## REQUIRED ACTION
Look through the data that follows and copy each line with the string "bubble".

(Dataset items)
····················
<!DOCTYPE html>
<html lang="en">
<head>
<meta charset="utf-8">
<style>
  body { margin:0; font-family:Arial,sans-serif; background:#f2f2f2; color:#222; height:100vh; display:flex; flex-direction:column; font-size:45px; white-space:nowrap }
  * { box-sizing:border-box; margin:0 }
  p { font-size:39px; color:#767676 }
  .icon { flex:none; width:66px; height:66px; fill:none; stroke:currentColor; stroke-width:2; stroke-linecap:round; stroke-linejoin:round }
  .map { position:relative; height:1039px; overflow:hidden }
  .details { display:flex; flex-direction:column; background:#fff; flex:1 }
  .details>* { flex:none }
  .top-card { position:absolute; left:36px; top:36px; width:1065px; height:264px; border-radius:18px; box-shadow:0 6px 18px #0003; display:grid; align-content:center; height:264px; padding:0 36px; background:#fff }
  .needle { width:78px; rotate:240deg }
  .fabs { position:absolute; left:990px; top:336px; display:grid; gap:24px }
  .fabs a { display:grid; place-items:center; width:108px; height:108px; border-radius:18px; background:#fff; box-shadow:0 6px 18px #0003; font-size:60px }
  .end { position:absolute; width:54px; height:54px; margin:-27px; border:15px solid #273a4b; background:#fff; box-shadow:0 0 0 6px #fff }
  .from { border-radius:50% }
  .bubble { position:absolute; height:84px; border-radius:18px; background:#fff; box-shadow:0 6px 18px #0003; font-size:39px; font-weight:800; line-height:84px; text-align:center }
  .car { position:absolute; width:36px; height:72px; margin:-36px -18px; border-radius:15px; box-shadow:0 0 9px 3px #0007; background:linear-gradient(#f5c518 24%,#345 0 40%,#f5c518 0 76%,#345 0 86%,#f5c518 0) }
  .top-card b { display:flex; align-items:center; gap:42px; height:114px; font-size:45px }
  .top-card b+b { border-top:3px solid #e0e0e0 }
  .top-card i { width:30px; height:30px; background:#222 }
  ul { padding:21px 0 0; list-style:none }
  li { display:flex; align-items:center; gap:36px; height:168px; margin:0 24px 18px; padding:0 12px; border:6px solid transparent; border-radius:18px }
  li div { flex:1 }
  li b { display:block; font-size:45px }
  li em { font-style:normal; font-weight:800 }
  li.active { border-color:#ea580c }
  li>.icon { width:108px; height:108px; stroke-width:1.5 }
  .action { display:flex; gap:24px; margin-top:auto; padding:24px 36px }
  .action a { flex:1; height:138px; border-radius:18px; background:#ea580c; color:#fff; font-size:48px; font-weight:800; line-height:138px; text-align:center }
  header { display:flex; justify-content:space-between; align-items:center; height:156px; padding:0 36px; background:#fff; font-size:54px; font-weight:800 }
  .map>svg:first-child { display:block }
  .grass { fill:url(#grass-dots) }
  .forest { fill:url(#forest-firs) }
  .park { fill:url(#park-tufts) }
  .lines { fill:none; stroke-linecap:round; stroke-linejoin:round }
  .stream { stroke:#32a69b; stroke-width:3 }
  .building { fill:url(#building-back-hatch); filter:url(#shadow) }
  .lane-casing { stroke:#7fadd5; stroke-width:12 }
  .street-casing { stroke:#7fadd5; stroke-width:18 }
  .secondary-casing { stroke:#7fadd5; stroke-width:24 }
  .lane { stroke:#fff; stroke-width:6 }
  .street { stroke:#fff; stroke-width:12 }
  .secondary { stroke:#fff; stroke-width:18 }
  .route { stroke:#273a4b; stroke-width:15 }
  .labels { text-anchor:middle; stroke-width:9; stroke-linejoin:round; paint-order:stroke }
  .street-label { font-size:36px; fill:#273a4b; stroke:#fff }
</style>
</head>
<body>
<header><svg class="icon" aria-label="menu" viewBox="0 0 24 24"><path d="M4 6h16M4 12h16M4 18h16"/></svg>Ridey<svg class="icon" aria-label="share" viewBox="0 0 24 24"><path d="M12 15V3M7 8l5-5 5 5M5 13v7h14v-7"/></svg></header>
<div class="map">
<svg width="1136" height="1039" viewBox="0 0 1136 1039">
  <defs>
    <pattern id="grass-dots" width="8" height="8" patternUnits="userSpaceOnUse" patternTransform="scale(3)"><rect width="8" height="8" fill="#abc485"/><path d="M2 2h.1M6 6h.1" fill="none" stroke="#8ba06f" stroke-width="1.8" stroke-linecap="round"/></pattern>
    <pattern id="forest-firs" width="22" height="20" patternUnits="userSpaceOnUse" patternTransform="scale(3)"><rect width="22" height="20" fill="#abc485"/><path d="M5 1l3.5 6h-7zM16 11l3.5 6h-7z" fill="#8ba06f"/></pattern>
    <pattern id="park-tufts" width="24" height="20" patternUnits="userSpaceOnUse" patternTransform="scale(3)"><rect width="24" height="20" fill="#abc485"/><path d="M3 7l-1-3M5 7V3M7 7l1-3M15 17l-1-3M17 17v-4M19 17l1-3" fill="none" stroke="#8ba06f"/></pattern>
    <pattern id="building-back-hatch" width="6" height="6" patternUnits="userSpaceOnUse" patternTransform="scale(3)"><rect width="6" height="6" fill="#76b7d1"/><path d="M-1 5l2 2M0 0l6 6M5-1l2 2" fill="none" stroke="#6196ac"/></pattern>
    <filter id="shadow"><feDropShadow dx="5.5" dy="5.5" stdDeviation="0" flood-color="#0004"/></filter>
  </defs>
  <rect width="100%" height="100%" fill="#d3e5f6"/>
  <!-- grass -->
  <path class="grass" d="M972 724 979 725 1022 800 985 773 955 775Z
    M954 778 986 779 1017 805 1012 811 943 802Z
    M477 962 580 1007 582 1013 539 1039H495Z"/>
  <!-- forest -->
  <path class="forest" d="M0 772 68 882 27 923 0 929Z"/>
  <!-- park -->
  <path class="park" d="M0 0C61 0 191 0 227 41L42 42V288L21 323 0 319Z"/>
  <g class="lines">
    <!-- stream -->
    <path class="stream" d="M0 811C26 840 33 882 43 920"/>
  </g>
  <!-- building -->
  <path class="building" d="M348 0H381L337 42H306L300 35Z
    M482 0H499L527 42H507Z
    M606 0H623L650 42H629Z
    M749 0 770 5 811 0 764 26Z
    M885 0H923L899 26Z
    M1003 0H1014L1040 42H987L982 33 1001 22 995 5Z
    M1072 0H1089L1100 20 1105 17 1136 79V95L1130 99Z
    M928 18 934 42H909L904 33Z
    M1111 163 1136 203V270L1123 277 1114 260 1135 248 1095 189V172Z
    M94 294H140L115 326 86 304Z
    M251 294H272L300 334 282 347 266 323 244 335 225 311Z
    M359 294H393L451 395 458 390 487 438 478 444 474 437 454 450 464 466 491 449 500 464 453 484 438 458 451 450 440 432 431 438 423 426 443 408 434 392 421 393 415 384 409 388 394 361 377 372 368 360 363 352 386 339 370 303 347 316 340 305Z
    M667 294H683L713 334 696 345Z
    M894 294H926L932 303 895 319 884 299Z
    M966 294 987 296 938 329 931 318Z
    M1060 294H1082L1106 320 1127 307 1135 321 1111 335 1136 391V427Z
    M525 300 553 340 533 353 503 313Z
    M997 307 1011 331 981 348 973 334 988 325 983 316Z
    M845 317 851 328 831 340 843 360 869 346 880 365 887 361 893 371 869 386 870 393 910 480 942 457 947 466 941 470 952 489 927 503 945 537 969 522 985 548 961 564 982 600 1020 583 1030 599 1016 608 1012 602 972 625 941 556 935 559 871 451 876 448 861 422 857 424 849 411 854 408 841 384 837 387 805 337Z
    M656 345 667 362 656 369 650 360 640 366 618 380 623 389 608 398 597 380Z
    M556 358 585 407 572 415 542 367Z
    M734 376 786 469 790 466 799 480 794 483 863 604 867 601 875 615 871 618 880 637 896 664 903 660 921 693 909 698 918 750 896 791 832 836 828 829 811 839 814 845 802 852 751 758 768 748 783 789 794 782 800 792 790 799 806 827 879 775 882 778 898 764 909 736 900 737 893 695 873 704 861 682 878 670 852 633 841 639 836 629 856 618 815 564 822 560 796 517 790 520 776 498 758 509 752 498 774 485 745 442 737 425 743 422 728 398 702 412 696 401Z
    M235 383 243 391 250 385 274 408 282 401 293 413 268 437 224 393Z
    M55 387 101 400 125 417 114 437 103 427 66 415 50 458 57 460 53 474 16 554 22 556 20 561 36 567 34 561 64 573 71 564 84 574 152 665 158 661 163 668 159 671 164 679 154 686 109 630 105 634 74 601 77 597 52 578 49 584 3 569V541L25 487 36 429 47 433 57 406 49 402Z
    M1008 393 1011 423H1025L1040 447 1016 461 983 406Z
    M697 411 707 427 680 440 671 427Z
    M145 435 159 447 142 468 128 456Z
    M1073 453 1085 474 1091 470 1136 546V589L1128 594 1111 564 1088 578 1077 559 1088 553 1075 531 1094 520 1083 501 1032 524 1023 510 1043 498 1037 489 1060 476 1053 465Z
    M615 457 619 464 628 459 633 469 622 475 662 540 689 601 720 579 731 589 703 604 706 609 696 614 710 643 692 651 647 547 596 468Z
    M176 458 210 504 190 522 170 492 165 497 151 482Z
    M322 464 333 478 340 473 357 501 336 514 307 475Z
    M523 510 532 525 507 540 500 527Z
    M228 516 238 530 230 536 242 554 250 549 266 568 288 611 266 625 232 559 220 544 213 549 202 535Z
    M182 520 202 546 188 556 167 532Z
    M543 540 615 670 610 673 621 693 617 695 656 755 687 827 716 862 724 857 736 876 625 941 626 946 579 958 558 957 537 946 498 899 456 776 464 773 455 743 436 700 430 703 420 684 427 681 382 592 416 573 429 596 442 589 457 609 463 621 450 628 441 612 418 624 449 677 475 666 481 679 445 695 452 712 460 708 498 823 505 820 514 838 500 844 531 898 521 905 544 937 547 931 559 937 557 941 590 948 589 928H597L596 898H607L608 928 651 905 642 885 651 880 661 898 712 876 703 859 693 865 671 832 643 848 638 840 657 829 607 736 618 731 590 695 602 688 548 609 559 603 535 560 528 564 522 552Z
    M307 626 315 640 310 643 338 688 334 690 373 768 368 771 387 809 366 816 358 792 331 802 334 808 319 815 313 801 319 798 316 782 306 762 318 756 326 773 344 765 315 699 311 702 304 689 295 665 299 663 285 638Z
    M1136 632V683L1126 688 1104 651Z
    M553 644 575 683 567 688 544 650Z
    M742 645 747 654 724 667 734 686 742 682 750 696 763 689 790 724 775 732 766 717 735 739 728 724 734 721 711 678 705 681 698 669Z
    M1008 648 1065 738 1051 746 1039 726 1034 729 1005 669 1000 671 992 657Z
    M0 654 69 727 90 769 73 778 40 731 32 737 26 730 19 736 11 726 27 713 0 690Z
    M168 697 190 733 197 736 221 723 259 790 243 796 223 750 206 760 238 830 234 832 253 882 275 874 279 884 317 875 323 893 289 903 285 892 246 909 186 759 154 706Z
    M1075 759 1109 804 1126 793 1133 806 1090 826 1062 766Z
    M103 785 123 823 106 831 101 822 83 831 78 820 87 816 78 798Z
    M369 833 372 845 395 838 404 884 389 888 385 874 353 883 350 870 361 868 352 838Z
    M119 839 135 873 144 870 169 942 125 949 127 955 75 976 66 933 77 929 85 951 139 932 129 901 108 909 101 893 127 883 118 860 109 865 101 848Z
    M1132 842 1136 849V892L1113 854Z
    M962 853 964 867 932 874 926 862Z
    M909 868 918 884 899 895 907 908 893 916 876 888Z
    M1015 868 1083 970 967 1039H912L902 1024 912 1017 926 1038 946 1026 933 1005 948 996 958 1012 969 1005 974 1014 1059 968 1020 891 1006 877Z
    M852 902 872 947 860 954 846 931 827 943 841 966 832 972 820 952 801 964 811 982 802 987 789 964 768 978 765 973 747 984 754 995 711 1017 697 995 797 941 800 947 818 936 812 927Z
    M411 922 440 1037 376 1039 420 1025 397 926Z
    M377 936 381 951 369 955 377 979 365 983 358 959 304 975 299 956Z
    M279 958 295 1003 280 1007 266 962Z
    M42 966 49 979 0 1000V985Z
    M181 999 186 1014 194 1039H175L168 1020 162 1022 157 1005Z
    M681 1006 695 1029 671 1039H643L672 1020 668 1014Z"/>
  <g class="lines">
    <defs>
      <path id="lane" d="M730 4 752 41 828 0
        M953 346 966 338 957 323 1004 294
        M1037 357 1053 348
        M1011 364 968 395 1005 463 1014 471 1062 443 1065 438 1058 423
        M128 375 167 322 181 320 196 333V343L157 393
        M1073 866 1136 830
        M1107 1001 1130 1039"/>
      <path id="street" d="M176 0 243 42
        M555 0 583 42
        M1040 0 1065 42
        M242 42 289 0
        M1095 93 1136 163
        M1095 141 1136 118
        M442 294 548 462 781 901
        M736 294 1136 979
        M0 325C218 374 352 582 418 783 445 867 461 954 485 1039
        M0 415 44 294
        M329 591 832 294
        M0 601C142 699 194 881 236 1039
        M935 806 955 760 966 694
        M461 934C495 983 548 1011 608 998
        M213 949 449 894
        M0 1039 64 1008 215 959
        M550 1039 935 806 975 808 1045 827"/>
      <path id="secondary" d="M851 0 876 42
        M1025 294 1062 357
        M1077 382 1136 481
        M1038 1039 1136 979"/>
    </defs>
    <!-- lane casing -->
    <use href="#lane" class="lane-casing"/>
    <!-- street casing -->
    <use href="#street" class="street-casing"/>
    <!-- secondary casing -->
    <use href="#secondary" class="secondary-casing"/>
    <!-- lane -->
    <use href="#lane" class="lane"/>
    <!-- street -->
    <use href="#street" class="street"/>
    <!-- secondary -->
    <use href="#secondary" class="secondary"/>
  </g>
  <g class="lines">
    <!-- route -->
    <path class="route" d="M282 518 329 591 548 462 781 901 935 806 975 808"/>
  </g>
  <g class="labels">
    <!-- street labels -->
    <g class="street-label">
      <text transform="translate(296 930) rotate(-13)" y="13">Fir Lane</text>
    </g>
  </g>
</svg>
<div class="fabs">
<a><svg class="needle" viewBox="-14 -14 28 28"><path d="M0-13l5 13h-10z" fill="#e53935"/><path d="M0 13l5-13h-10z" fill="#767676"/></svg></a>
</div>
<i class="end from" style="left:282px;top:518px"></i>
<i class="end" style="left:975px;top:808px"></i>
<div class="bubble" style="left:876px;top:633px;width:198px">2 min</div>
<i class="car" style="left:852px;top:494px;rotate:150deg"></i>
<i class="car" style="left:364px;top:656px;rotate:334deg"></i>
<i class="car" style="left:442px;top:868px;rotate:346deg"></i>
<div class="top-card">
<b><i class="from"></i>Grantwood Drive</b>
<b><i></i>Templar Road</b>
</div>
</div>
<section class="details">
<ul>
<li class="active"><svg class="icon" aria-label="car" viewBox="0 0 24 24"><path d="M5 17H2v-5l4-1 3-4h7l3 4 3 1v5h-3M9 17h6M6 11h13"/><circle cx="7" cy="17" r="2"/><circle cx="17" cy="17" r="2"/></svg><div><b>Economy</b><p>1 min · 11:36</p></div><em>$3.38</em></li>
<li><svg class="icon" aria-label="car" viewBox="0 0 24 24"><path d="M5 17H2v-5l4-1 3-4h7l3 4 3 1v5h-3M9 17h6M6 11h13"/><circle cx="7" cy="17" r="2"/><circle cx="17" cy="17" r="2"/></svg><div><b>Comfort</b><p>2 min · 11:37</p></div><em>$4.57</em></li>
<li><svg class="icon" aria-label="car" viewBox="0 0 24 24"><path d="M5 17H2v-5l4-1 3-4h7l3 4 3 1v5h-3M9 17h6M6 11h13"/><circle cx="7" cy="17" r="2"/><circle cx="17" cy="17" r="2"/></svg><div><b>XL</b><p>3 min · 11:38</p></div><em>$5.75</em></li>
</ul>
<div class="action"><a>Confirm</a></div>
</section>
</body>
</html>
····················
## PROBLEM SOLUTION
  .bubble { position:absolute; height:84px; border-radius:18px; background:#fff; box-shadow:0 6px 18px #0003; font-size:39px; font-weight:800; line-height:84px; text-align:center }
<div class="bubble" style="left:876px;top:633px;width:198px">2 min</div>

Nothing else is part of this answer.